• [Dataset excerpt]:

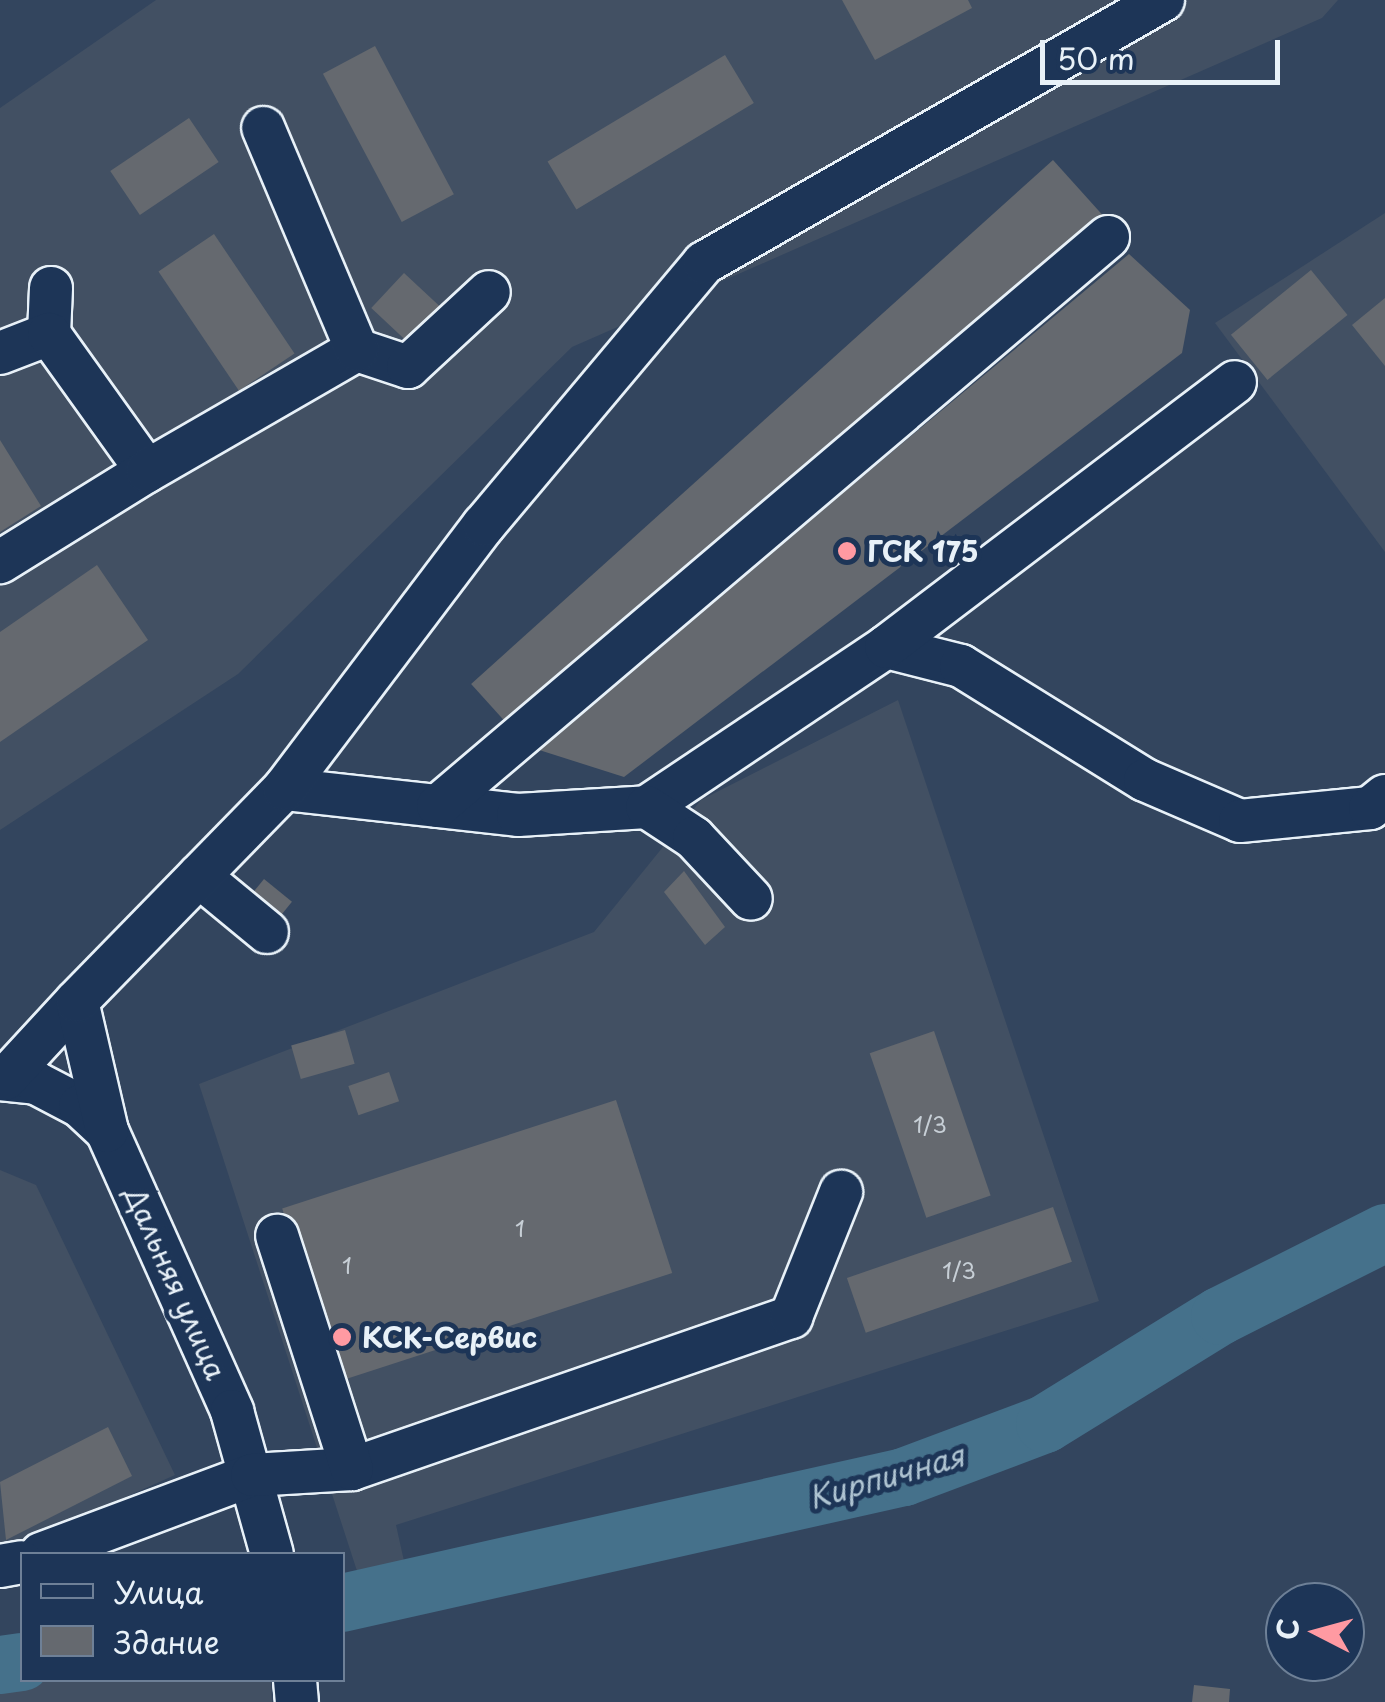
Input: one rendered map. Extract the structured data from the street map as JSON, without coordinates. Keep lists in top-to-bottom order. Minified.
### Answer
{"streets":{"street":["Дальняя улица"]},"water":["Кирпичная"],"places":["ГСК 175","КСК-Сервис"],"house_numbers":["1/3","1","1","1/3"],"legend":["Улица","Здание"],"scale_bar":"50 m","north":"left"}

• [Aim of the exercise]: Please transcribe the whole listing above exactly, with the images left out.

• [Response below]:
Input: one rendered map. Extract the structured data from the street map as JSON, without coordinates. Keep lists in top-to-bottom order. Minified.
### Answer
{"streets":{"street":["Дальняя улица"]},"water":["Кирпичная"],"places":["ГСК 175","КСК-Сервис"],"house_numbers":["1/3","1","1","1/3"],"legend":["Улица","Здание"],"scale_bar":"50 m","north":"left"}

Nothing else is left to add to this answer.